The translation of omics findings to clinical settings is challenging, since an ideal biomarker has not been discovered yet, thus being recommended to adopt a two-stage approach: firstly, the identification step, followed by the validation, applicable only in the framework of a well-defined clinical question and a specific phenotype [157].

8. Conclusions

Despite being a “silent epidemic” disease, CKD is now recognized as one of the major public health burden, affecting 10–15% of the population, and its prevalence is constantly growing. Mounting evidence suggests implication of inflammation in CKD pathophysiology, thereby shifting the perception of inflammation as no longer a new risk factor but rather a traditional one linked to morbidity and mortality in these patients. The pathophysiology of inflammation may not be the same in CKD patients; nevertheless, a persistent, low-grade inflammation has been established as a hallmark feature of CKD.

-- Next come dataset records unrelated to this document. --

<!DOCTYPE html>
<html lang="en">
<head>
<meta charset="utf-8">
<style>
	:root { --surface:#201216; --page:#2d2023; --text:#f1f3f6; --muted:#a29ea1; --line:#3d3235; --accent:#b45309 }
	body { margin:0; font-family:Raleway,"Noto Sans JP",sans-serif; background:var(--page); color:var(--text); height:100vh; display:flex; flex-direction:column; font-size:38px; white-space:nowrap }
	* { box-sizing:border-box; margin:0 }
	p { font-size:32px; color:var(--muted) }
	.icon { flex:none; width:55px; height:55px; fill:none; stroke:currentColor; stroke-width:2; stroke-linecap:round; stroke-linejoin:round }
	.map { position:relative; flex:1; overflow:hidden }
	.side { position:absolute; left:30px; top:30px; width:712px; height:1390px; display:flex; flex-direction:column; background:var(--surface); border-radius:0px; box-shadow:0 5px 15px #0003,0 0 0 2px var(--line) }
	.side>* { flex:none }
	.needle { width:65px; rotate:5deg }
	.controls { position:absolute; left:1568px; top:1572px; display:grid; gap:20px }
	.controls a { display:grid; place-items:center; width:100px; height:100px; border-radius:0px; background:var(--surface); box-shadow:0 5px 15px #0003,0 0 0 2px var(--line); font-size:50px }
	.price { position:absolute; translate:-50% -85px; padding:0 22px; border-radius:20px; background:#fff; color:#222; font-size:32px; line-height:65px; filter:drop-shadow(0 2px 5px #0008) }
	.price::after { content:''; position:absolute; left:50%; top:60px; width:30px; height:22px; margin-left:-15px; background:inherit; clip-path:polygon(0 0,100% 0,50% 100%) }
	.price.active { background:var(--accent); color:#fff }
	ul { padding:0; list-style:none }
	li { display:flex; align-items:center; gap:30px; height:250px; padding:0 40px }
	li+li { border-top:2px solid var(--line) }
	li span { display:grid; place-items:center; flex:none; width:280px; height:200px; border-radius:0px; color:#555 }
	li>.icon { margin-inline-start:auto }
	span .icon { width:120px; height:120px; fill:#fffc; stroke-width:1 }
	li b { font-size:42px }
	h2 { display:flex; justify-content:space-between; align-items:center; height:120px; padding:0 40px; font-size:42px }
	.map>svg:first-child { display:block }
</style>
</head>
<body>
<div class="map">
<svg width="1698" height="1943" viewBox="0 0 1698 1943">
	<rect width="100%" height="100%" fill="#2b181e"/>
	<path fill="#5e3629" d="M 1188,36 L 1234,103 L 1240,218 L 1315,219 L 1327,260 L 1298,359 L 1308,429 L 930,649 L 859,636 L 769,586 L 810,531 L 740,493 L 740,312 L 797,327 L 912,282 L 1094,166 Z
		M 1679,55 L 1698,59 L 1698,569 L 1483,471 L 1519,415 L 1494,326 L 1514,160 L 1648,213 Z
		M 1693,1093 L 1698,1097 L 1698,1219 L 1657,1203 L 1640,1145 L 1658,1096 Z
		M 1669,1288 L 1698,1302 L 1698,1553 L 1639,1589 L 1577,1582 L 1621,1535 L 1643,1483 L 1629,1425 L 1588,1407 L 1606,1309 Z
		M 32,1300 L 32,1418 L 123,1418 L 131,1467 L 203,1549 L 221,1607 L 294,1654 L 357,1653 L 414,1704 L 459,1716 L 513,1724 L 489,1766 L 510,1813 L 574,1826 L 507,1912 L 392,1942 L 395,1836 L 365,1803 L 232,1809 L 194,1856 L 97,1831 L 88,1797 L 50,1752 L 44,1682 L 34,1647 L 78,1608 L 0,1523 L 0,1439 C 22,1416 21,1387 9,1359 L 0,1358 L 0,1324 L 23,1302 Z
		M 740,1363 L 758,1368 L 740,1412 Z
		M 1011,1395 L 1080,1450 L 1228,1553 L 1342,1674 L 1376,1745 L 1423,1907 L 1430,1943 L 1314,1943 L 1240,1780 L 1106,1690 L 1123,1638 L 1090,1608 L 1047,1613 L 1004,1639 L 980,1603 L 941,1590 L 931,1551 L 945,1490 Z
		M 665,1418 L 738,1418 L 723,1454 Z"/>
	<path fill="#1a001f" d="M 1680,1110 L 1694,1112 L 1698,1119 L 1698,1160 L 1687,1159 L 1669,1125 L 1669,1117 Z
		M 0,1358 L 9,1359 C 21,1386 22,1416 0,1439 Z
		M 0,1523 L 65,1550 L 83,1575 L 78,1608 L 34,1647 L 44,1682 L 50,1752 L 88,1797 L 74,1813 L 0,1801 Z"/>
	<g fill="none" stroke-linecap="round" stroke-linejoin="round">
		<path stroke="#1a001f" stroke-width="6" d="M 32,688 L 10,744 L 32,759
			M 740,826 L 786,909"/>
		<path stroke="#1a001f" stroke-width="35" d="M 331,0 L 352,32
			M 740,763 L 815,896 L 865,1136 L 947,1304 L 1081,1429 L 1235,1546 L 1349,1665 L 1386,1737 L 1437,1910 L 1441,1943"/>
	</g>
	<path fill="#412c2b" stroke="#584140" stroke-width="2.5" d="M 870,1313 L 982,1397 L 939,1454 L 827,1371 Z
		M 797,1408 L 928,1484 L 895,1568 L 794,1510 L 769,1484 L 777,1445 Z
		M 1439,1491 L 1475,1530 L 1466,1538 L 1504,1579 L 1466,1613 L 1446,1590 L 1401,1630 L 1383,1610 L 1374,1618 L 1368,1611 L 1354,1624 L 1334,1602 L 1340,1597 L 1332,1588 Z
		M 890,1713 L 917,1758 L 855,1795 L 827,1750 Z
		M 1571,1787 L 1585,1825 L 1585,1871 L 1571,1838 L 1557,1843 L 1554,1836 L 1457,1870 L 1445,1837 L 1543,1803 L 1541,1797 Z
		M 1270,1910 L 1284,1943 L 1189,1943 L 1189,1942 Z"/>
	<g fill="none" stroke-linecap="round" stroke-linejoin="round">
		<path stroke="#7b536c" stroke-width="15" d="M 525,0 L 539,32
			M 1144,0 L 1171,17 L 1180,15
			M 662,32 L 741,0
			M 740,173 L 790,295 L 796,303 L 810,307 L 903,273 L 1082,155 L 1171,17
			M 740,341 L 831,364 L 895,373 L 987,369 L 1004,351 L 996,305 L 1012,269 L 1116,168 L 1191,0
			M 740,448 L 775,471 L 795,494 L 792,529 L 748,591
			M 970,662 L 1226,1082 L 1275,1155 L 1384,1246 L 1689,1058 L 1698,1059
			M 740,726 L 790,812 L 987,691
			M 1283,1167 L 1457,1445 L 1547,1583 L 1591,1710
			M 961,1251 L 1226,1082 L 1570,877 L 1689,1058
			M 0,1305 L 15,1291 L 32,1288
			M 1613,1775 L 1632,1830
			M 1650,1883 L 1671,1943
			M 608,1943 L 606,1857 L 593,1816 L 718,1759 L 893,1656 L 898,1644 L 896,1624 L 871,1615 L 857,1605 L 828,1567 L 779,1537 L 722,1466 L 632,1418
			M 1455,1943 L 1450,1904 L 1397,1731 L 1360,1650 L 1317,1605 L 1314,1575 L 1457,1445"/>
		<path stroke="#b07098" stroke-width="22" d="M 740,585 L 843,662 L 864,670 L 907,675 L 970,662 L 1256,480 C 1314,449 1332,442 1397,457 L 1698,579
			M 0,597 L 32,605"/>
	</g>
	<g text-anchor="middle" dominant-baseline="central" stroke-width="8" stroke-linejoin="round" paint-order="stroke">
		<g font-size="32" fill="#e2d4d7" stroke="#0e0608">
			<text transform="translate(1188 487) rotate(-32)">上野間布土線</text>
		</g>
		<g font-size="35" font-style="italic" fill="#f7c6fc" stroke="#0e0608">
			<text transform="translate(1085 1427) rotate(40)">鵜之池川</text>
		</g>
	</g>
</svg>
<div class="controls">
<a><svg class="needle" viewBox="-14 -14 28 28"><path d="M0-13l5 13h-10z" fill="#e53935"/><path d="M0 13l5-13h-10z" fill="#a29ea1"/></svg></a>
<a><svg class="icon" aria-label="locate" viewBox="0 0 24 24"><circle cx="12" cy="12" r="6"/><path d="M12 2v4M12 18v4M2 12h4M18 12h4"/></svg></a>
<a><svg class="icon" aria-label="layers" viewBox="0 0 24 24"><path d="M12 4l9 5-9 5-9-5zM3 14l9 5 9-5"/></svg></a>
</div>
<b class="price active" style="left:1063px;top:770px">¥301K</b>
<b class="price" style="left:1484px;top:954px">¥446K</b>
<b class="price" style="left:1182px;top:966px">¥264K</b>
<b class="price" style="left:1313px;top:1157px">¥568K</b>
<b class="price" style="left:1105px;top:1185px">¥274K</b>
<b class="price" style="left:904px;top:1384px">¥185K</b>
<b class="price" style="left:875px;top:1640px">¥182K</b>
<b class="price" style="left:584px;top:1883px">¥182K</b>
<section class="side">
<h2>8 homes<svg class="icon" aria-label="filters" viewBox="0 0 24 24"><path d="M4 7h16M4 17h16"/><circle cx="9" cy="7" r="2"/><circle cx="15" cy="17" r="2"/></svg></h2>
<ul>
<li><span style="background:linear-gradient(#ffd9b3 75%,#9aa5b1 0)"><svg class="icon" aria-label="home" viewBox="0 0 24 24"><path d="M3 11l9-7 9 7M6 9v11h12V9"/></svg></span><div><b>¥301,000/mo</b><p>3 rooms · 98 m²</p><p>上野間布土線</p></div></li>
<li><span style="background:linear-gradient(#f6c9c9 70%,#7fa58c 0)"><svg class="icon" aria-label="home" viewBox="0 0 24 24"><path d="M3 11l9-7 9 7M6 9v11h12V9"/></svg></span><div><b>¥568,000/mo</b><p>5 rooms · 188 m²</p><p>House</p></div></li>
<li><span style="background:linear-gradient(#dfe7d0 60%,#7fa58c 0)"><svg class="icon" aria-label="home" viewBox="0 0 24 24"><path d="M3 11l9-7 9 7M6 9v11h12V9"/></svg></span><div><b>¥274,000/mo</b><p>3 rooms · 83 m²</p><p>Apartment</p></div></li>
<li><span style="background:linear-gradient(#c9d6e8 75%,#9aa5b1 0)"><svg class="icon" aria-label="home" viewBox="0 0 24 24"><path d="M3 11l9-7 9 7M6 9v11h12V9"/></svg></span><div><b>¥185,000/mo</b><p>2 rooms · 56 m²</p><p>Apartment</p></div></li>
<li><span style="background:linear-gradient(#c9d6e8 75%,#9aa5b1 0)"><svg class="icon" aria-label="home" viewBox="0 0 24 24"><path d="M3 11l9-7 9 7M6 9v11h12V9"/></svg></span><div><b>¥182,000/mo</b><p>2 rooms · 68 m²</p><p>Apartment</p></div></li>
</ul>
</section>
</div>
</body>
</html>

Among various factors that contribute to the setting of an inflammatory milieu in the context of CKD, the inflammasome has recently become the focus of extensive research, gaining recognition for its key role in the pathogenesis of CKD and its complications. As such, the inflammasome represents an attractive potential therapeutic target in renal diseases. Another underestimated source of smouldering inflammation related to CKD was assigned to gut microbiota dysbiosis, a condition intensively studied, since it was postulated that may represent the starting point of many diseases, including malignancy. Modulating the microbiota balance has become a subject of intense research; therefore, different dietary patterns have been proposed, along with administration of pre-, pro-, and synbiotics, with quite remarkable results.

In this scenario, a huge step forward was made by the increasing progression of omics approaches, specially designed for identification of biomarkers useful for early diagnostic and follow-up. Advances in proteomics, in searching for the ideal biomarker, have become increasingly popular over the last decades, offering novel insights in deciphering the CKD mechanisms, thus moving the boundaries forward. The identification of novel biomarkers using high-throughput technologies will provide the molecular signature of the disease, with impact on early diagnosis, monitoring, and prognosis.

Understanding the role of inflammation in the setting of CKD will foster the development of therapeutic strategies in order to treat and even prevent the underlying inflammation, thus improving CKD outcomes.